This is to be our first festival since we opened back in August. While I don't really like this particular festival, primarily because of the high entry fee and the impersonal nature of it (e.g. volunteers that can't answer questions about the beer they are pouring), I thought it would be a good opportunity to get some exposure and to start learning how to cellar the beer on the road. For starters, this means that I had to get permission to enter the exhibit hall the night before the festival opens in order to set up my portable stillage. This permission was, fortunately, granted, and my friend Dave Adams and I gained access at around 6:00 PM last night.
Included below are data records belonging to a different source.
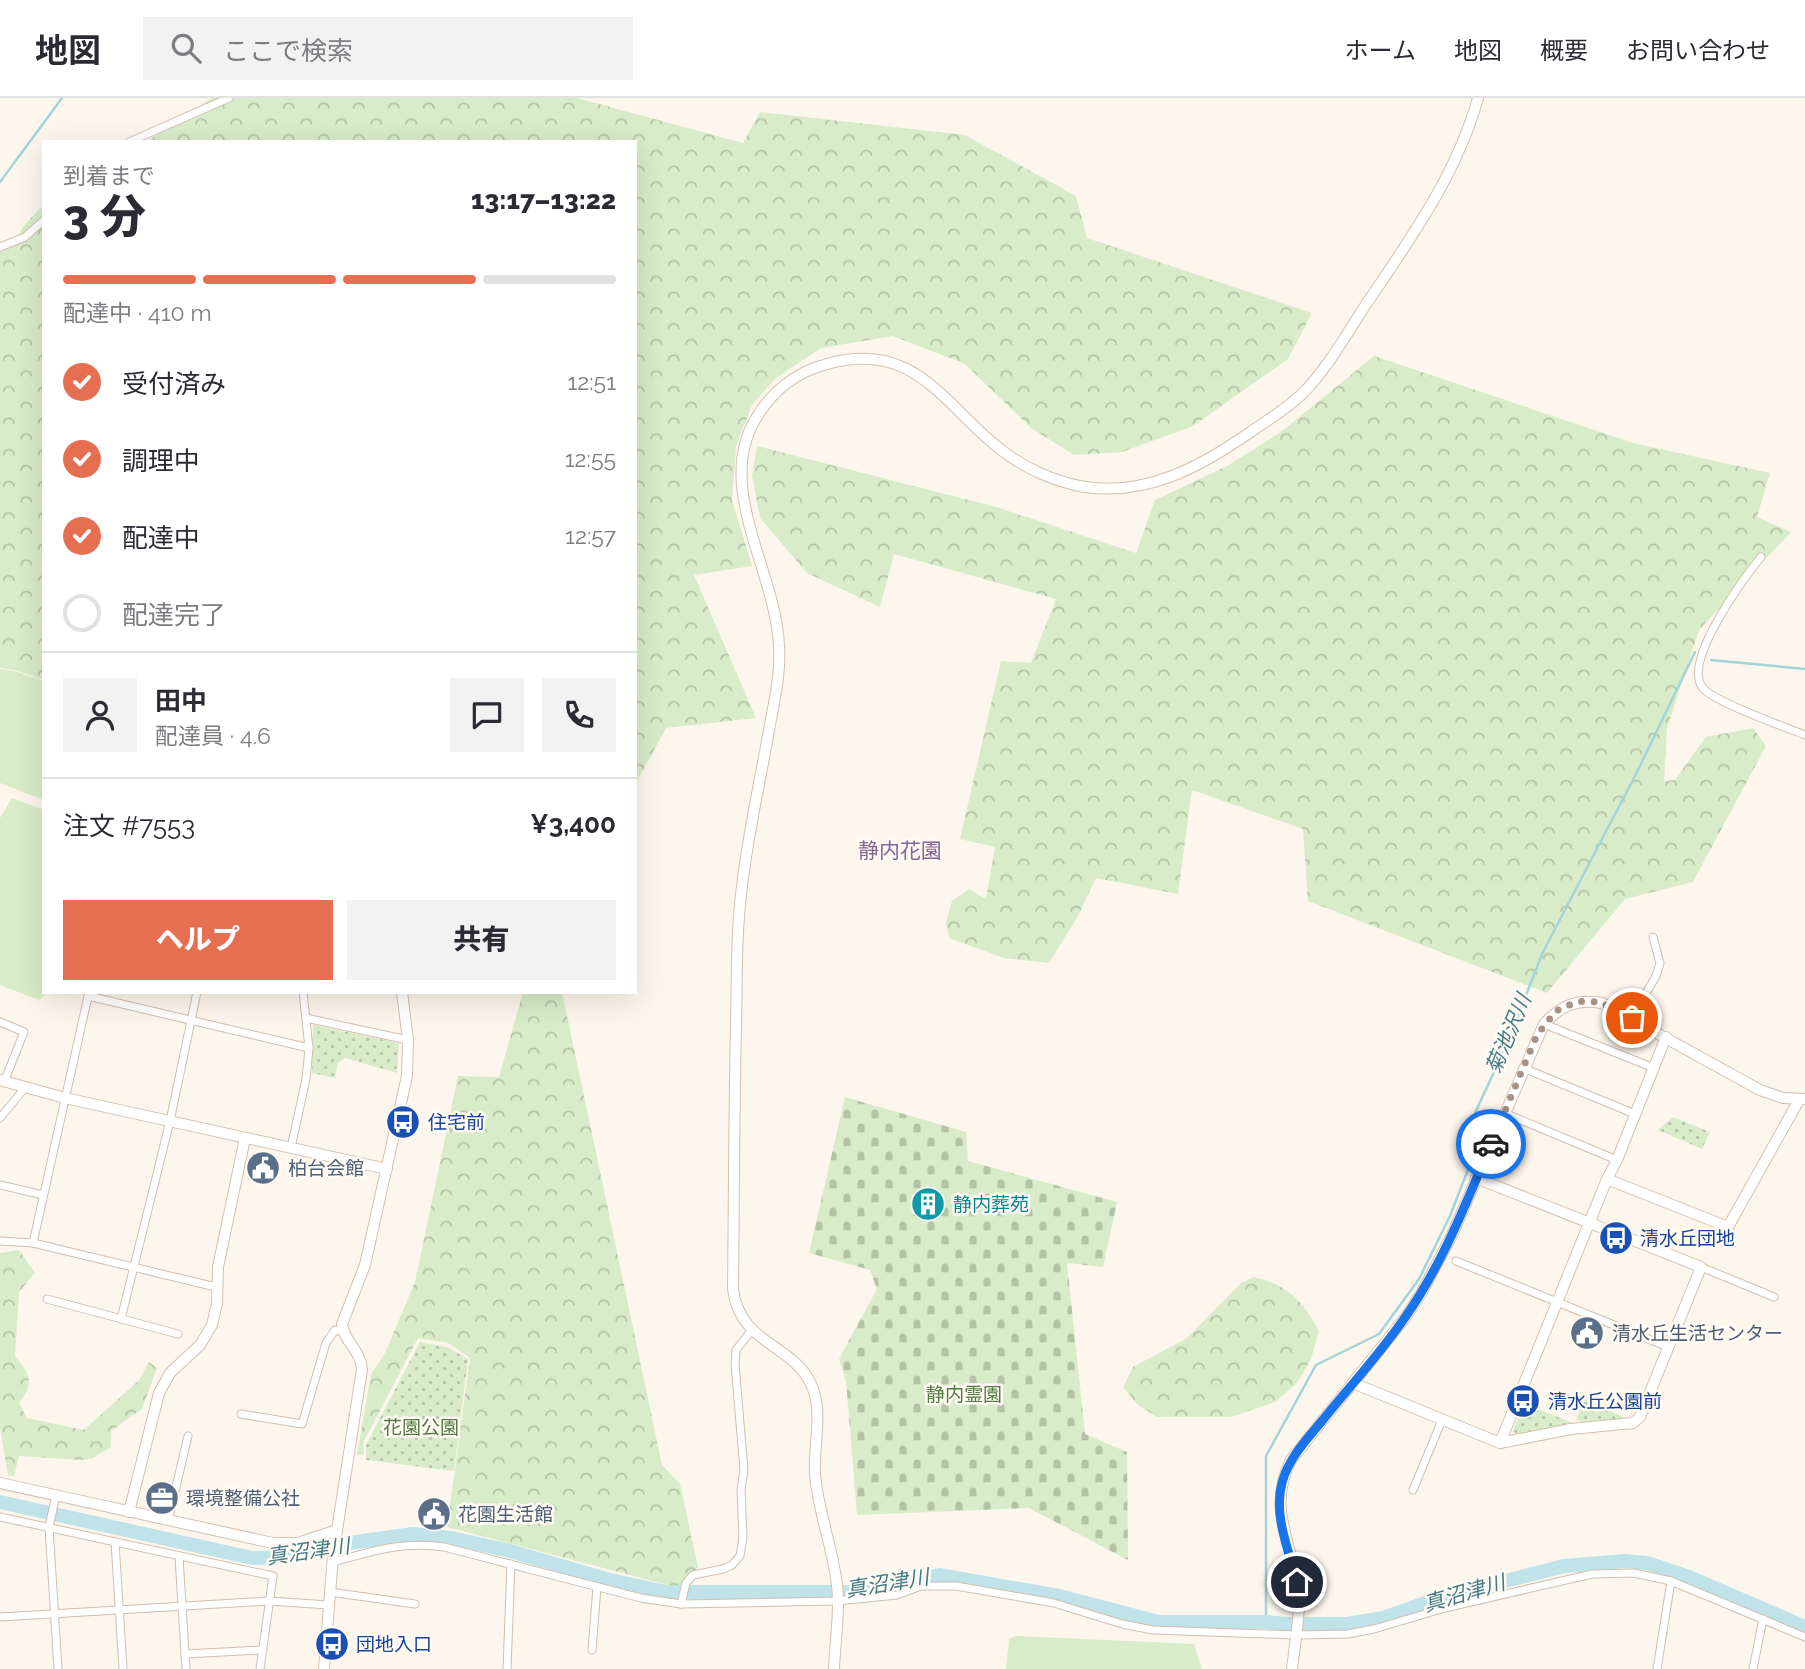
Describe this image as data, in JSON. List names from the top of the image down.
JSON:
{
  "districts": ["静内花園"],
  "water": ["菊池沢川", "真沼津川"],
  "parks": ["静内霊園", "花園公園"],
  "places": {
    "bus stop": [
      "住宅前",
      "清水丘団地",
      "清水丘公園前",
      "団地入口"
    ],
    "public building": ["柏台会館", "清水丘生活センター", "花園生活館"],
    "building": ["静内葬苑"],
    "office": ["環境整備公社"]
  },
  "page": {
    "header": "地図",
    "search": "ここで検索",
    "nav": [
      "ホーム",
      "地図",
      "概要",
      "お問い合わせ"
    ],
    "heading": ["3 分", "到着まで", "13:17–13:22"],
    "panel": [
      "田中",
      "配達員 · 4.6",
      "注文 #7553",
      "¥3,400"
    ],
    "bar": "配達中 · 410 m",
    "list": [
      ["受付済み", "12:51"],
      ["調理中", "12:55"],
      ["配達中", "12:57"],
      "配達完了"
    ],
    "buttons": ["ヘルプ", "共有"]
  }
}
I had purchased four cheapo wooden fixed stillages (can that word be used in the plural?) from UK Brewing, and we laid our children to rest for the night on the flimsy little tables in a dead empty exhibit hall.
The next problem came about with realizing that clamping two beer engines to the aforementioned flimsy tables had a couple of near impractibilities: too low and too flimsy. Dave said he would tinker about his shop, as he works for a sheet metal company, and see if something can be fabricated or modified. As it is now opening day, Dave says that I should have something available this afternoon that can clamp to the table and elevate the hand pulls.
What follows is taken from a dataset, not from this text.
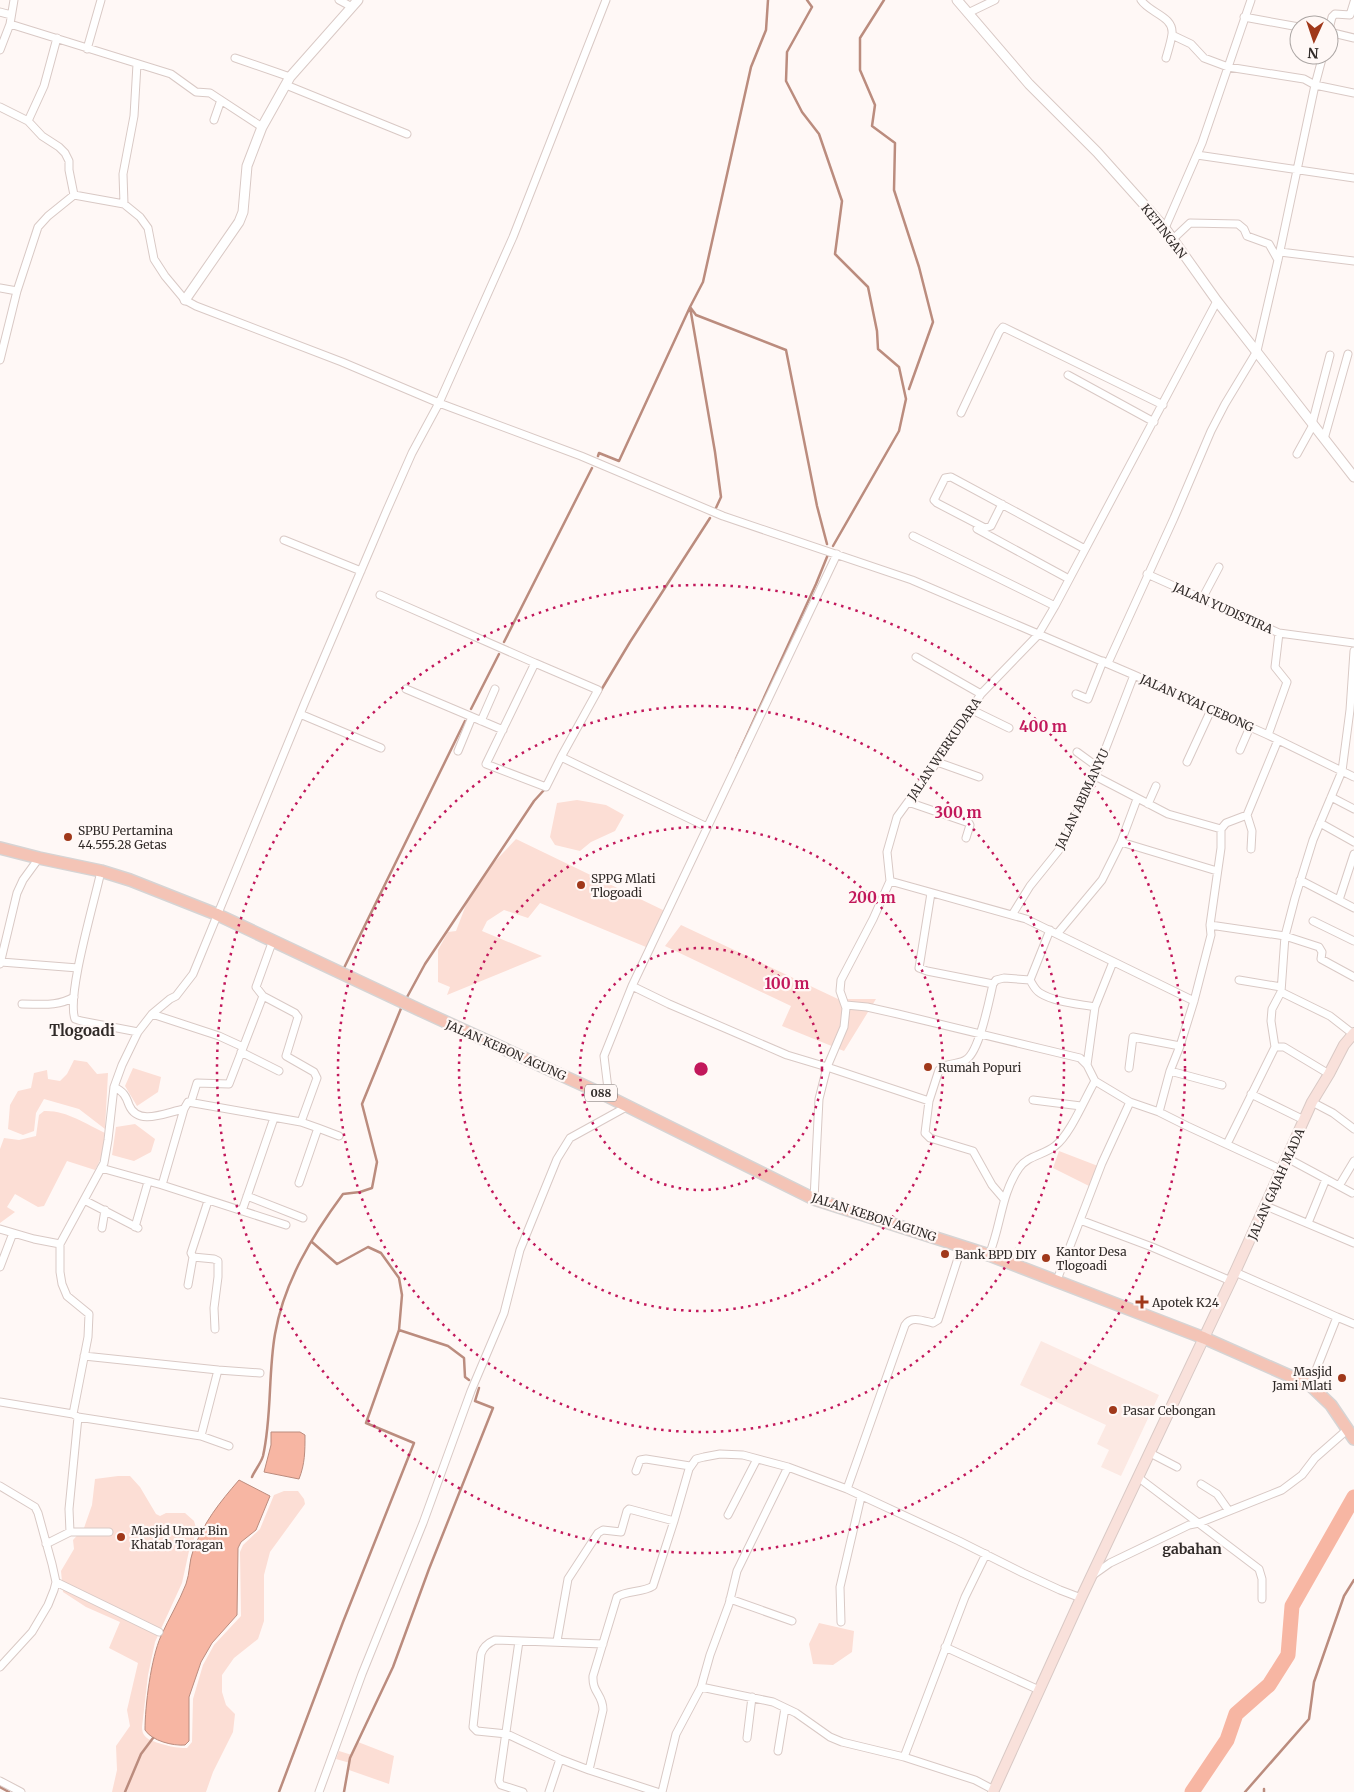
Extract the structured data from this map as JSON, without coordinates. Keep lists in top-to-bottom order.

The exhibit hall was left without heating overnight, which was to our benefit. When I went in this morning to check the internal temperature, I got a reading of 12° C. I have attended and/or worked at three real ale festivals in the UK, and have a little bit of an idea as to how to regulate the temperature. I hastily crafted a set of ice saddles out of ziplock baggies and clothespins that should work just fine.
More pictures to come later today, as things get further set up and the festival opens. Unfortunately for me, I have to be onstage for the local theater group tonight and tomorrow, so I will be driving the hour back up to Oakridge, going onstage, dying, and then rushing back to Eugene.